Water powered or steam the force is not what matters. My brother has one on his faucet and it is totally water powered. Just water pressure does it. But it wastes a bunch of water, converting it to steam just makes it more efficient.
From there, the pressure from the column is about 1,000 lbs/square inch and suitable for salt water desalination. What would be required is the ability and electricity, to pump the water to that height.
Some of the required energy could be recovered by placing turbines on the exit of the column and slowing the water flow down to the point it could be discharged directly into the sea or salt water estuary.
Valves could be placed that would shut the flow of water and allow the RO membrane to be replaced as needed or even back flushed to improve the durability of the RO membrane.
While this would be expensive for initial construction, it would seem to have a low operational cost.
nah, just pitch it as a way to combat the rising sea levels caused by global warming along with using the sea salt as a substitute for the salt that’ll no longer have to be mined in order to save a few trees and the spotted owls in them. How can they turn you down?
Those that preach “government knows best” scare Me. Those that believe that the U.N. is our World Government terrify Me.
Conversely, all you need to do is sink such a column into the ocean to that depth. Then you pump it empty from the surface. It will refill with desalinated water forced through the membrane at the bottom of the column. Then you continuously pump the fresh water out of the column to maintain the pressure differential at the bottom. That way you don’t have to worry about disposing of the high-salinity water.
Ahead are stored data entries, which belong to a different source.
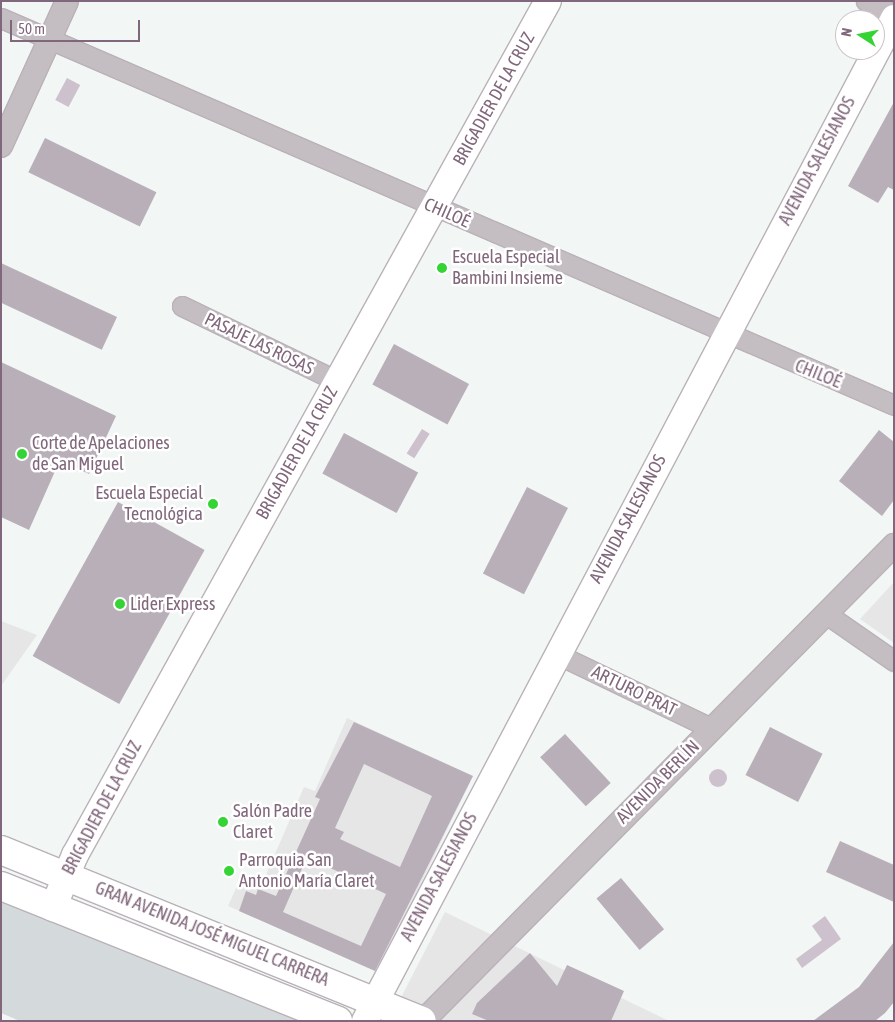 <!DOCTYPE html>
<meta charset="utf-8">
<style>
body{margin:0}
#map{position:relative;width:895px;height:1022px;overflow:hidden;background:#f2f6f5;font-family:"Asap Condensed",sans-serif}
div>[style]{position:absolute}
.built>*{inset:0;background:#e6e6e7}
.green>*{inset:0;background:#d4dadc}
.water>*{inset:0;background:#cdc1cd;transform-origin:0 0}
.round{border-radius:50%}
.building>*{inset:0;background:#b9afb8;transform-origin:0 0}
.roads{filter:drop-shadow(1px 0 #bab2b8) drop-shadow(-1px 0 #bab2b8) drop-shadow(0 1px #bab2b8) drop-shadow(0 -1px #bab2b8)}
.minor>*{height:19px;margin:-9.5px;padding:0 9.5px;transform-origin:9.5px;border-radius:9.5px;background:#c4bdc2}
.tertiary>*{height:22px;margin:-11px;padding:0 11px;transform-origin:11px;border-radius:11px;background:#c4bdc2}
.secondary>*{height:26px;margin:-13px;padding:0 13px;transform-origin:13px;border-radius:13px;background:#fff}
.primary>*{height:28px;margin:-14px;padding:0 14px;transform-origin:14px;border-radius:14px;background:#fff}
.dots>*{width:14px;height:14px;translate:-50% -50%;box-sizing:border-box;border:2px solid #fff;border-radius:50%}
span{translate:-50% -50%;white-space:nowrap;text-align:center;line-height:1.15;-webkit-text-stroke:5px #fff;paint-order:stroke}
.street-label{font-size:18px;color:#81677b}
.poi-label{font-size:18px;color:#81677b}
.left{translate:0 -50%;text-align:left}
.right{translate:-100% -50%;text-align:right}
.frame{position:absolute;inset:0;border:2px solid #81677b;pointer-events:none}
.north{position:absolute;left:835px;top:10px;width:50px;height:50px;box-sizing:border-box;background:#fff;border:1px solid #cdc2ca;border-radius:50%;rotate:281deg;font-size:14px;font-weight:700;line-height:20px;text-align:center;color:#81677b}
.north::after{content:'';display:block;margin:auto;width:18px;height:22px;background:#34d435;clip-path:polygon(50% 0,100% 100%,50% 72%,0 100%)}
.scale{position:absolute;left:10px;top:20px;width:130px;height:22px;box-sizing:border-box;border:2px solid #81677b;border-top:0;padding-left:6px;font-size:15px;line-height:18px;white-space:nowrap;color:#81677b;-webkit-text-stroke:4px #fff;paint-order:stroke}
</style>
<div id="map">
<div class="built">
<div style="clip-path:polygon(894px 582px,894px 643px,860px 619px)"></div>
<div style="clip-path:polygon(1px 621px,37px 635px,1px 686px)"></div>
<div style="clip-path:polygon(347px 718px,473px 776px,378px 972px,228px 906px,242px 875px,262px 884px,304px 787px,315px 791px)"></div>
<div style="clip-path:polygon(445px 912px,669px 1021px,389px 1021px)"></div>
</div>
<div class="green">
<div style="clip-path:polygon(1px 896px,300px 1021px,20px 1021px,1px 1013px)"></div>
</div>
<div class="water">
<div style="left:67px;top:78px;width:15px;height:25px;rotate:28deg"></div>
<div style="left:422px;top:429px;width:9px;height:29px;rotate:32deg"></div>
<div class="round" style="left:709px;top:769px;width:18px;height:18px"></div>
<div style="clip-path:polygon(825px 916px,841px 939px,802px 968px,796px 959px,822px 940px,812px 926px)"></div>
</div>
<div class="building">
<div style="clip-path:polygon(894px 102px,894px 190px,888px 187px,878px 203px,848px 186px)"></div>
<div style="left:45px;top:138px;width:124px;height:38px;rotate:26deg"></div>
<div style="left:1px;top:263px;width:128px;height:36px;rotate:25deg"></div>
<div style="left:394px;top:344px;width:85px;height:46px;rotate:28deg"></div>
<div style="clip-path:polygon(1px 362px,116px 416px,89px 474px,60px 460px,29px 530px,1px 517px)"></div>
<div style="clip-path:polygon(879px 430px,894px 442px,894px 500px,882px 516px,839px 481px)"></div>
<div style="left:344px;top:433px;width:84px;height:46px;rotate:28deg"></div>
<div style="left:527px;top:487px;width:46px;height:97px;rotate:27deg"></div>
<div style="left:118px;top:502px;width:99px;height:176px;rotate:29deg"></div>
<div style="clip-path:polygon(evenodd,354px 722px,473px 776px,375px 971px,239px 911px,246px 891px,256px 895px,258px 889px,276px 896px,293px 859px,304px 864px,283px 912px,361px 946px,386px 894px,296px 852px,320px 799px,315px 797px,354px 722px,364px 764px,432px 796px,400px 867px,340px 839px,344px 832px,335px 828px,364px 764px)"></div>
<div style="left:770px;top:727px;width:59px;height:54px;rotate:27deg"></div>
<div style="left:565px;top:734px;width:67px;height:34px;rotate:47deg"></div>
<div style="clip-path:polygon(840px 841px,894px 865px,894px 902px,826px 872px)"></div>
<div style="left:621px;top:878px;width:67px;height:32px;rotate:50deg"></div>
<div style="clip-path:polygon(894px 942px,894px 1002px,885px 1013px,875px 1021px,813px 1021px,859px 987px)"></div>
<div style="clip-path:polygon(530px 953px,557px 986px,567px 965px,624px 991px,611px 1021px,489px 1021px,472px 1014px,477px 1003px)"></div>
</div>
<div class="roads">
<div class="minor">
<div style="left:866px;top:1px;width:31px;rotate:25deg"></div>
<div style="left:1px;top:18px;width:973px;rotate:23.43deg"></div>
<div style="left:182px;top:306px;width:172px;rotate:25.8deg"></div>
<div style="left:825px;top:613px;width:84px;rotate:34.8deg"></div>
<div style="left:557px;top:654px;width:171px;rotate:25.7deg"></div>
</div>
<div class="tertiary">
<div style="left:1px;top:146px;width:159px;rotate:-65.5deg"></div>
<div style="left:423px;top:1021px;width:670px;rotate:-45.3deg"></div>
</div>
<div class="secondary">
<div style="left:53px;top:908px;width:57px;rotate:-67.5deg"></div>
<div style="left:75px;top:855px;width:976px;rotate:-61.02deg"></div>
<div style="left:365px;top:1021px;width:1134px;rotate:-62.19deg"></div>
</div>
<div class="primary">
<div style="left:1px;top:850px;width:454px;rotate:22.1deg"></div>
<div style="left:1px;top:886px;width:363px;rotate:21.8deg"></div>
</div>
</div>
<div class="dots">
<div style="left:442px;top:268px;background:#34d435"></div>
<div style="left:22px;top:454px;background:#34d435"></div>
<div style="left:213px;top:504px;background:#34d435"></div>
<div style="left:120px;top:604px;background:#34d435"></div>
<div style="left:223px;top:822px;background:#34d435"></div>
<div style="left:229px;top:871px;background:#34d435"></div>
</div>
<div class="street-label">
<span style="left:494px;top:99px;rotate:-61deg">BRIGADIER DE LA CRUZ</span>
<span style="left:817px;top:161px;rotate:-62deg">AVENIDA SALESIANOS</span>
<span style="left:447px;top:213px;rotate:24deg">CHILOÉ</span>
<span style="left:259px;top:344px;rotate:26deg">PASAJE LAS ROSAS</span>
<span style="left:818px;top:374px;rotate:22deg">CHILOÉ</span>
<span style="left:297px;top:453px;rotate:-61deg">BRIGADIER DE LA CRUZ</span>
<span style="left:628px;top:519px;rotate:-62deg">AVENIDA SALESIANOS</span>
<span style="left:634px;top:691px;rotate:26deg">ARTURO PRAT</span>
<span style="left:658px;top:782px;rotate:-45deg">AVENIDA BERLÍN</span>
<span style="left:102px;top:808px;rotate:-62deg">BRIGADIER DE LA CRUZ</span>
<span style="left:439px;top:877px;rotate:-62deg">AVENIDA SALESIANOS</span>
<span style="left:212px;top:934px;rotate:22deg">GRAN AVENIDA JOSÉ MIGUEL CARRERA</span>
</div>
<div class="poi-label">
<span class="left" style="left:452px;top:268px">Escuela Especial<br>Bambini Insieme</span>
<span class="left" style="left:32px;top:454px">Corte de Apelaciones<br>de San Miguel</span>
<span class="right" style="left:203px;top:504px">Escuela Especial<br>Tecnológica</span>
<span class="left" style="left:130px;top:604px">Lider Express</span>
<span class="left" style="left:233px;top:822px">Salón Padre<br>Claret</span>
<span class="left" style="left:239px;top:871px">Parroquia San<br>Antonio María Claret</span>
</div>
<div class="frame"></div>
<div class="north">N</div>
<div class="scale">50 m</div>
</div>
The column doesn’t even need to be very big. Just big enough to pump the water out of a much larger surface-area chamber on the sea floor.
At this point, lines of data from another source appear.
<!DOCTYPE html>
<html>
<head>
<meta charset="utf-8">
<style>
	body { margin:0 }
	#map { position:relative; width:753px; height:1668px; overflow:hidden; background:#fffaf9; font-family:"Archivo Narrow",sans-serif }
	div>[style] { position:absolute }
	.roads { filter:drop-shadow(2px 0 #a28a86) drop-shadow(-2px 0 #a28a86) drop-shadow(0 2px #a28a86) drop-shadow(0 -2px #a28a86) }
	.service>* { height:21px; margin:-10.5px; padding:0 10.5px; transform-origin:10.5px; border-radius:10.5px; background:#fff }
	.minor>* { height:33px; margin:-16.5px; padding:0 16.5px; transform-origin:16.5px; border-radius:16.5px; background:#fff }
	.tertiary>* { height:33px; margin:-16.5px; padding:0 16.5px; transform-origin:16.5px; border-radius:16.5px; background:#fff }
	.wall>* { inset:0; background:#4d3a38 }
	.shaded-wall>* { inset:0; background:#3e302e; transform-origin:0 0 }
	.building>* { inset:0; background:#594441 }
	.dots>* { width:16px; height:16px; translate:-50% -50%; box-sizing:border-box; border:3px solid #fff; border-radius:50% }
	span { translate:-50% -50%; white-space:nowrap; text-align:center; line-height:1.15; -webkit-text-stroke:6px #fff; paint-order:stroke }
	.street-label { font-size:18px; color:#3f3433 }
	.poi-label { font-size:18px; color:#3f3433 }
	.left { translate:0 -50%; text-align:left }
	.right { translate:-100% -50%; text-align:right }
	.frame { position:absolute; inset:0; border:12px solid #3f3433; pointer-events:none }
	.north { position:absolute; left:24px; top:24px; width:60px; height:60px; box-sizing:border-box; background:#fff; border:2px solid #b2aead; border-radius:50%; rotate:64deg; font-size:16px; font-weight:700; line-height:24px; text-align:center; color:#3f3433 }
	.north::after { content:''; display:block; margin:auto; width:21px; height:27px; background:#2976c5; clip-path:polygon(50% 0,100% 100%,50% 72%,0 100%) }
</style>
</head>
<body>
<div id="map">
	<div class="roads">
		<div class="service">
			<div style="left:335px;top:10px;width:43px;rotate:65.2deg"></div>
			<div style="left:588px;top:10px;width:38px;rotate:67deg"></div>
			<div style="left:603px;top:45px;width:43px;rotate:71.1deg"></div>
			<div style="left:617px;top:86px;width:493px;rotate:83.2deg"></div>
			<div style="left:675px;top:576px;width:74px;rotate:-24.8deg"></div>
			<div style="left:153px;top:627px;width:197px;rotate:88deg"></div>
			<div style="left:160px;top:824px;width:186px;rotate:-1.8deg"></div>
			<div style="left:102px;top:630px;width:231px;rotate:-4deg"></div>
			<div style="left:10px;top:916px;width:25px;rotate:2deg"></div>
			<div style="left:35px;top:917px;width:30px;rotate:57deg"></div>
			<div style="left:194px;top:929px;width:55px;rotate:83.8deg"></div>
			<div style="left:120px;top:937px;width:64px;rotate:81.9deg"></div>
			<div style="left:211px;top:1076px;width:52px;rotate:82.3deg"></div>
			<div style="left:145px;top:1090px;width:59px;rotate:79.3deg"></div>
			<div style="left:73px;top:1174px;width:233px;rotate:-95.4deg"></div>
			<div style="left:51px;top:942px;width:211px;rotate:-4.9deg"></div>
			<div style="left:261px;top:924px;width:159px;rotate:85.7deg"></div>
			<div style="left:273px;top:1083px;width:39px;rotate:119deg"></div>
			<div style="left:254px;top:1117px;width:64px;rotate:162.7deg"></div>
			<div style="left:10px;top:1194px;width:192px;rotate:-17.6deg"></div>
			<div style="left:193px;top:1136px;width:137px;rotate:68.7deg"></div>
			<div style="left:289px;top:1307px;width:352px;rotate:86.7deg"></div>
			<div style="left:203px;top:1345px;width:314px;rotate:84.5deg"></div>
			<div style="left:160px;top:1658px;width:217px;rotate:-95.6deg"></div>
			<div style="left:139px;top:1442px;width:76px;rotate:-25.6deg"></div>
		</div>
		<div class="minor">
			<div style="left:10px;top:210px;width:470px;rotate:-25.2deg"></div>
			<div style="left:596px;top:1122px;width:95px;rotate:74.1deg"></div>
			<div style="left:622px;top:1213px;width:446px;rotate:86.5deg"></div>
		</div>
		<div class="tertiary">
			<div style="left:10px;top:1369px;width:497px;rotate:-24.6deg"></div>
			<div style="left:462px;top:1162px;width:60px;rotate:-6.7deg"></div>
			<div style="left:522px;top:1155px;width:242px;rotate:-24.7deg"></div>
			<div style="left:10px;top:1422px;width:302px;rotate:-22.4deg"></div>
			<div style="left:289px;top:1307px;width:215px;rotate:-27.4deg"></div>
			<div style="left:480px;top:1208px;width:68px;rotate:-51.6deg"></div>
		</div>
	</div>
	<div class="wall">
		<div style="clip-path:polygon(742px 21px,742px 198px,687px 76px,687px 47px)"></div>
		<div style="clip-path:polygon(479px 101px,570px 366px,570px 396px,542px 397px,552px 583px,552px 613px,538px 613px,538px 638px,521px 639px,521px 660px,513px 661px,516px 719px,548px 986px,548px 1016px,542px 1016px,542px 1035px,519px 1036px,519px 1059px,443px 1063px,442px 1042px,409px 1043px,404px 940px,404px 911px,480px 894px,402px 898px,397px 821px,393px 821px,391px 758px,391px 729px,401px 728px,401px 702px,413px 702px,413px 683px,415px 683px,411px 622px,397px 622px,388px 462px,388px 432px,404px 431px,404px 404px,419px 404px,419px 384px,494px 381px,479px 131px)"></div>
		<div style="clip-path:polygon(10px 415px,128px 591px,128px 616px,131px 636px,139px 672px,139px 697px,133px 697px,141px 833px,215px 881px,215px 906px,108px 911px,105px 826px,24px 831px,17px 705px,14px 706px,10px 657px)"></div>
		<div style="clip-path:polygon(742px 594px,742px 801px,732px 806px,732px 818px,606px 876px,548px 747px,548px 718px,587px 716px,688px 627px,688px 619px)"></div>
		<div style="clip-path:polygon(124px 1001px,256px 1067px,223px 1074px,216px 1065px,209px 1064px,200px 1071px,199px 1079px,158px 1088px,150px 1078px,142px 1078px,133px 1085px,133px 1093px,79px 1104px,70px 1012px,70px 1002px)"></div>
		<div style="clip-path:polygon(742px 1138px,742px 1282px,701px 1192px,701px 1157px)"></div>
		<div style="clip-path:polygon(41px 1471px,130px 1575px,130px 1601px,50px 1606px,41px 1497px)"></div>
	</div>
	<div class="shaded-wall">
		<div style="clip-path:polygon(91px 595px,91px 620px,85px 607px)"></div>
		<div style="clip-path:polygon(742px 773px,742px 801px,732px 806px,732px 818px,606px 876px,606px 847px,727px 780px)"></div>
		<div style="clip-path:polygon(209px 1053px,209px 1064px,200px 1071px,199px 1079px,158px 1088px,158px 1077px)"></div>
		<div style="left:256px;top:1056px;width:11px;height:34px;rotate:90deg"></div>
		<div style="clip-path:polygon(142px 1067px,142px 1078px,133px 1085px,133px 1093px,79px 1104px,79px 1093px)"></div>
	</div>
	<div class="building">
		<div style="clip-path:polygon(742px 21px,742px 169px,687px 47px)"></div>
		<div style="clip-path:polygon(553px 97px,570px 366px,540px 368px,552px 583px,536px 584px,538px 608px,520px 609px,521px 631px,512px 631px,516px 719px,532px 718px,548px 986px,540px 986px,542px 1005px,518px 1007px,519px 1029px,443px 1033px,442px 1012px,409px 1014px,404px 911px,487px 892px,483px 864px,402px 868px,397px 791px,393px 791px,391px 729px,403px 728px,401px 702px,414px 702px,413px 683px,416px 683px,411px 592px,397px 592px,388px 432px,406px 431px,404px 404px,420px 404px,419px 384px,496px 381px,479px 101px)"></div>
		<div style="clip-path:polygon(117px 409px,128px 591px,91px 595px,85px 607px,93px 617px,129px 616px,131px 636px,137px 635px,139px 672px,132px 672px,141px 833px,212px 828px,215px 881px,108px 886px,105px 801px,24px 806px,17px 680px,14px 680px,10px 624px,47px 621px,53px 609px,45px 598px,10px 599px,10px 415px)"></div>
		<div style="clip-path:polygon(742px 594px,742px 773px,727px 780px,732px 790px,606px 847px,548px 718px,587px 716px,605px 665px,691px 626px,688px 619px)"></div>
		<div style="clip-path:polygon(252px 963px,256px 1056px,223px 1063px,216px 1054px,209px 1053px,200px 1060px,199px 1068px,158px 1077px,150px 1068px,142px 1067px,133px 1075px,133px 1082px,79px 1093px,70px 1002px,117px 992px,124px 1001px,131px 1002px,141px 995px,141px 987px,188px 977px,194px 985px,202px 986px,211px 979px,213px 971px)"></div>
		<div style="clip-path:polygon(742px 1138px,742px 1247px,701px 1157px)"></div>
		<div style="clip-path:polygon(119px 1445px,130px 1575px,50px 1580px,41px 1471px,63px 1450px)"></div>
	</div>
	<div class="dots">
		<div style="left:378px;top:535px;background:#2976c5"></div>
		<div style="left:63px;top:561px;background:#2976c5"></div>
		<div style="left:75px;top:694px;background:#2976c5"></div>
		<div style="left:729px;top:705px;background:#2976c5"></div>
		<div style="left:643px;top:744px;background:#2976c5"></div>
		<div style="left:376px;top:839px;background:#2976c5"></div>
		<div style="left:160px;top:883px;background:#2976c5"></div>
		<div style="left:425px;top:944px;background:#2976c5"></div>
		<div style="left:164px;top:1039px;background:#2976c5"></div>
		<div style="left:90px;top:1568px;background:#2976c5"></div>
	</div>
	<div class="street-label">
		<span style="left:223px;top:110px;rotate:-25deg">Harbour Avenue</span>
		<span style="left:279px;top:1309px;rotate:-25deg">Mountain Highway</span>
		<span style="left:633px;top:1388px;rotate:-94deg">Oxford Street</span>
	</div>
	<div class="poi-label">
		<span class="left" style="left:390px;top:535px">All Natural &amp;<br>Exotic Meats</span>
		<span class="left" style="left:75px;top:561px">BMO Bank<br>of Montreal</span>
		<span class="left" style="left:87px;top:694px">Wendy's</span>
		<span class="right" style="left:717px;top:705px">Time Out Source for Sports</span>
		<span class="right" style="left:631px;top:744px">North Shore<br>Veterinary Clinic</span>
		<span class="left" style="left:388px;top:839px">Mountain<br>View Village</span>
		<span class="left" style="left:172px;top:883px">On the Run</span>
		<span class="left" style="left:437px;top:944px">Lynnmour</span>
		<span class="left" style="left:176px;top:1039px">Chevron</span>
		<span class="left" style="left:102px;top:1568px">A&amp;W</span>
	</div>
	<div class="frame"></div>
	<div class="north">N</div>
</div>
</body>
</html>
Or, you could do it your way on land, but it is only height that matters, and it doesn’t require vertical columns. It could be a pipeline miles long down the slope of a mountain. Pump water to the top of the mountain, and let gravity feed it down through the membrane. It must be much cheaper to build a pipeline along the ground than a supporting tower.
Why is it these articles never give any actual numbers for costs ? What does it currently cost to desalinate seawater ? $100 per acre foot ? $1,000 ? $10,000 ?
I’ve seen numbers anywhere from $600 to $2000 around the world, but those numbers were from ten years ago when energy was much less expensive.
can also make steam for other processes, making electricity & gasification of coal... we can do this, we should have been doing this for decades... but we don’t and probably will not for a long time...
Thanks for the correction, I was working off of very dated knowledge. The company I used to work for had a "dirty water" division and they shared a lab building with the hydraulics group (us). They were working on a portable water treatment plant for the air force. The first contract phase was for gray water, the second phase added sanitary waste. At the time, almost forty years ago, they used aerobic digestion, flocculation & settling, with a RO unit as a final filter for phase two. As I recall it used electrophoresis to move the water through the membrane, hence my assertion that RO involved electric current.
Since we shared the building we all tried the finished product. It tasted flat like distilled water and we recommended that it be aerated before use.
One question for you, since all filters have a pressure drop across the media, what differentiates a RO unit from say a millapore filter with sub-micronic media? Regards,
GtG
On the subject of greening the West, I’ve always wondered why we see floods every year. Why haven’t we long since built a system of aquaducts and reservoirs that capture excessive rain when it happens, and pump it to the West ? Or even last month when Washington state had flooding, why wasn’t there a system of aquaducts to capture it and send it down to California or over to Idaho and Nevada ?
It seems like when we have an excess we just dump it out to the ocean rather than try to retain it. I can understand if it is polluted runoff from streets or industrial areas, but flooding is usually when rivers overflow their banks with water that is relatively clean and used all the time for irrigation purposes.